After String (X) in Previous line – This will set the field to start after a specified string in the preceding line of the desired data field. For example, if in a file containing medical records, every set of patient data started with “Patient Information” above it, ReportMiner will set the field to begin the line after “Patient Information”. This way, all information relevant to each patient record will be captured.
After String (X) in Current Line – This will set the field to start after a specified string in the same line as the data field.

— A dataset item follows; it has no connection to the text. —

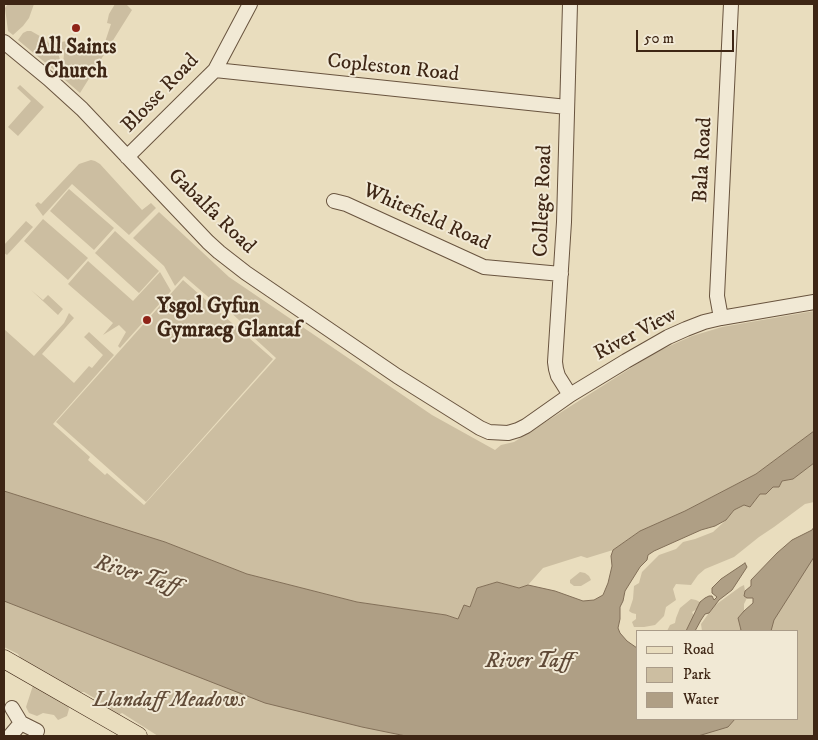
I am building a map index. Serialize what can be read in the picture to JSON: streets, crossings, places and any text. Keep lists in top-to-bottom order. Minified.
{"streets":{"street":["Copleston Road","Blosse Road","Bala Road","College Road","Gabalfa Road","Whitefield Road","River View"]},"crossings":[["Copleston Road","Blosse Road"],["Copleston Road","College Road"],["Blosse Road","Gabalfa Road"],["Bala Road","River View"],["College Road","Whitefield Road"],["College Road","River View"],["Gabalfa Road","River View"]],"water":["River Taff"],"parks":["Llandaff Meadows"],"places":["All Saints Church","Ysgol Gyfun Gymraeg Glantaf"],"legend":["Road","Park","Water"],"scale_bar":"50 m"}
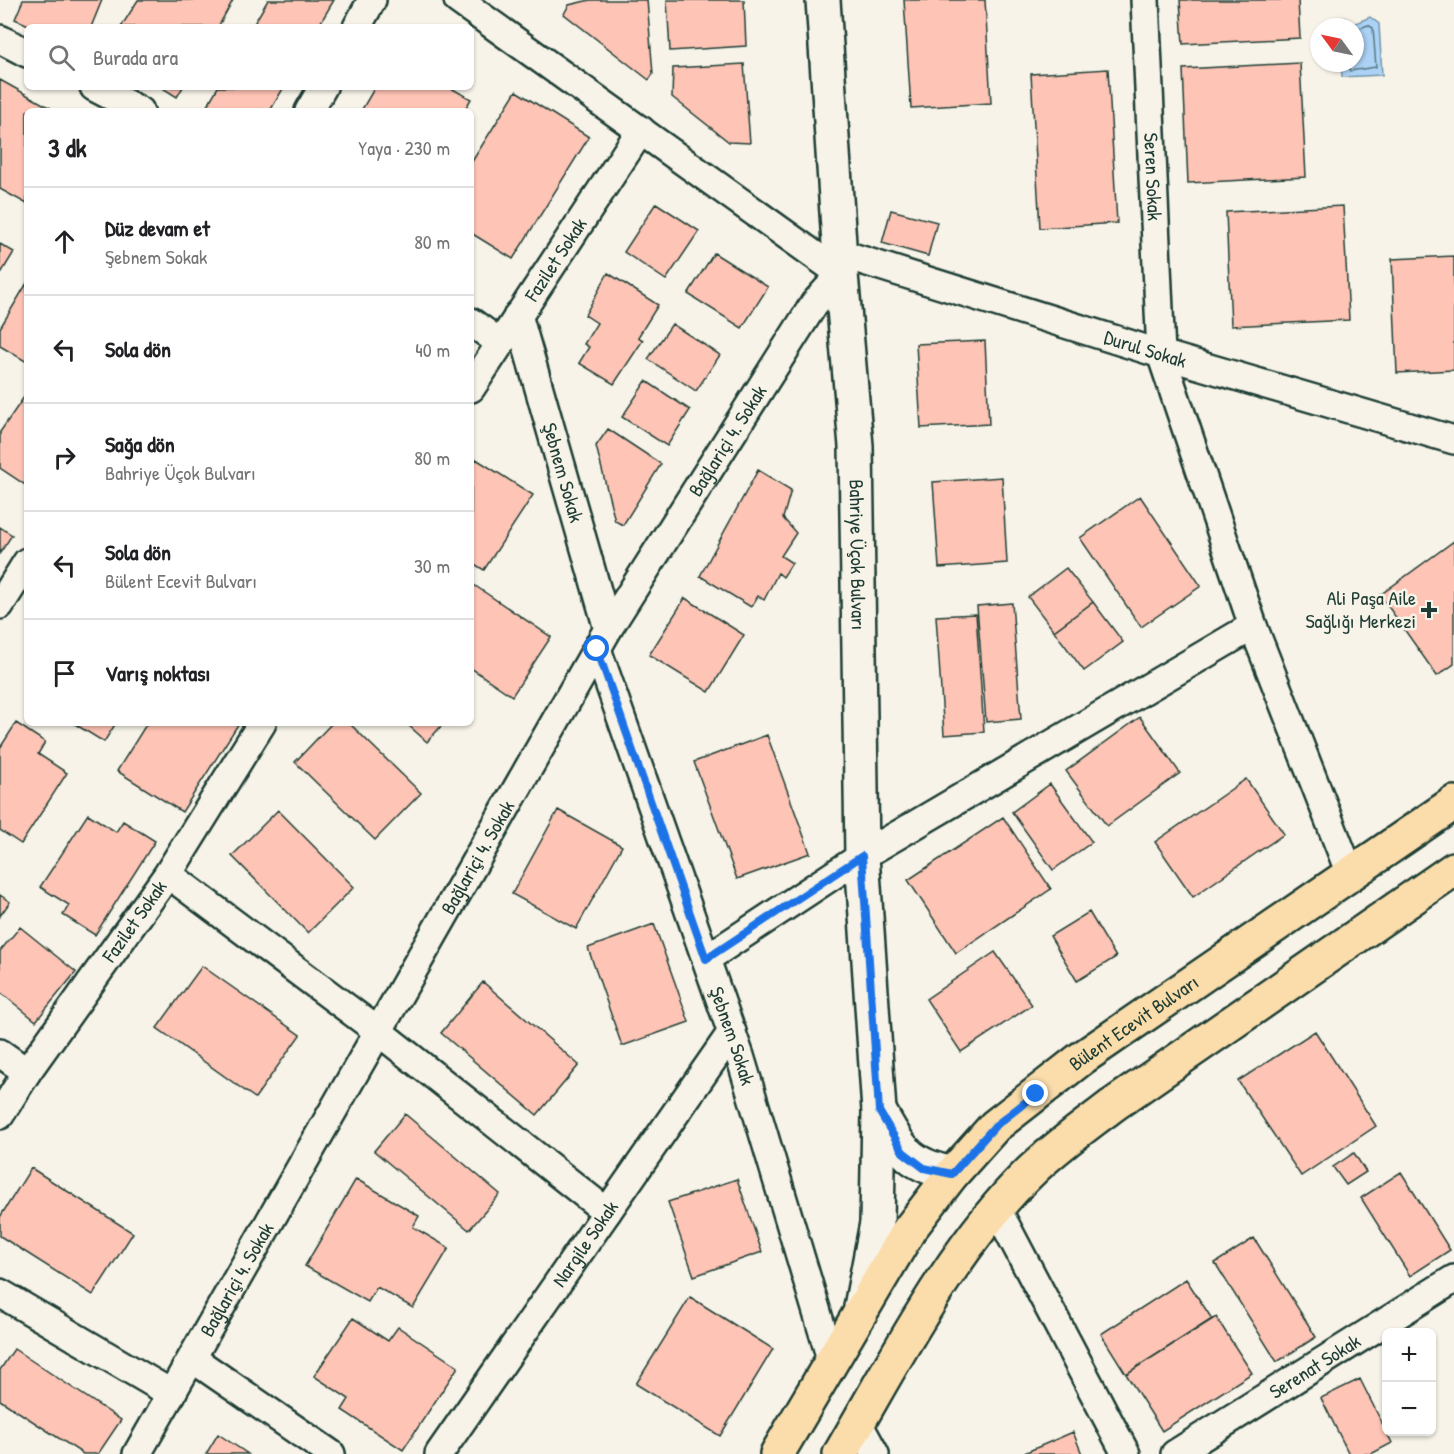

Length – This menu allows users to set the length of a data field. You can select from the following options:
- Characters – allows users to set the length of a data field up to a certain number of characters. For example, if the value for this options is set to 5 for a data field, James123 will be extracted as James.
- Ends at Two Consecutive Blanks – ends a data field once it reaches two consecutive blank characters.
- Till the End of the Line – ends a data field on the last character in the line.
- Till String (X) – ends a data field once it reaches a specified string, such as “Report End”. This option works similar to the Start Position-After String options as it ends a data field on a specified string.
Height – This menu allows users to set the height of a data field. You can select from the following options:
- Lines – sets the height of a data field to a certain number of characters.
- Till Region Ends – the data field continues till the end of its data region. It determines the height of a data field based on the height of the data region. The default setting of data fields, especially ones that vary in height, is to measure them by line count.
- Till Blank Row – ends a data field once a blank row is reached.
- Ends at a Row with Blank First Character – ends a data field once it reaches a row with a blank first character (a space).
- Ends at Row with Blank Character – ends a data field once it reaches a row with a blank last character (a space).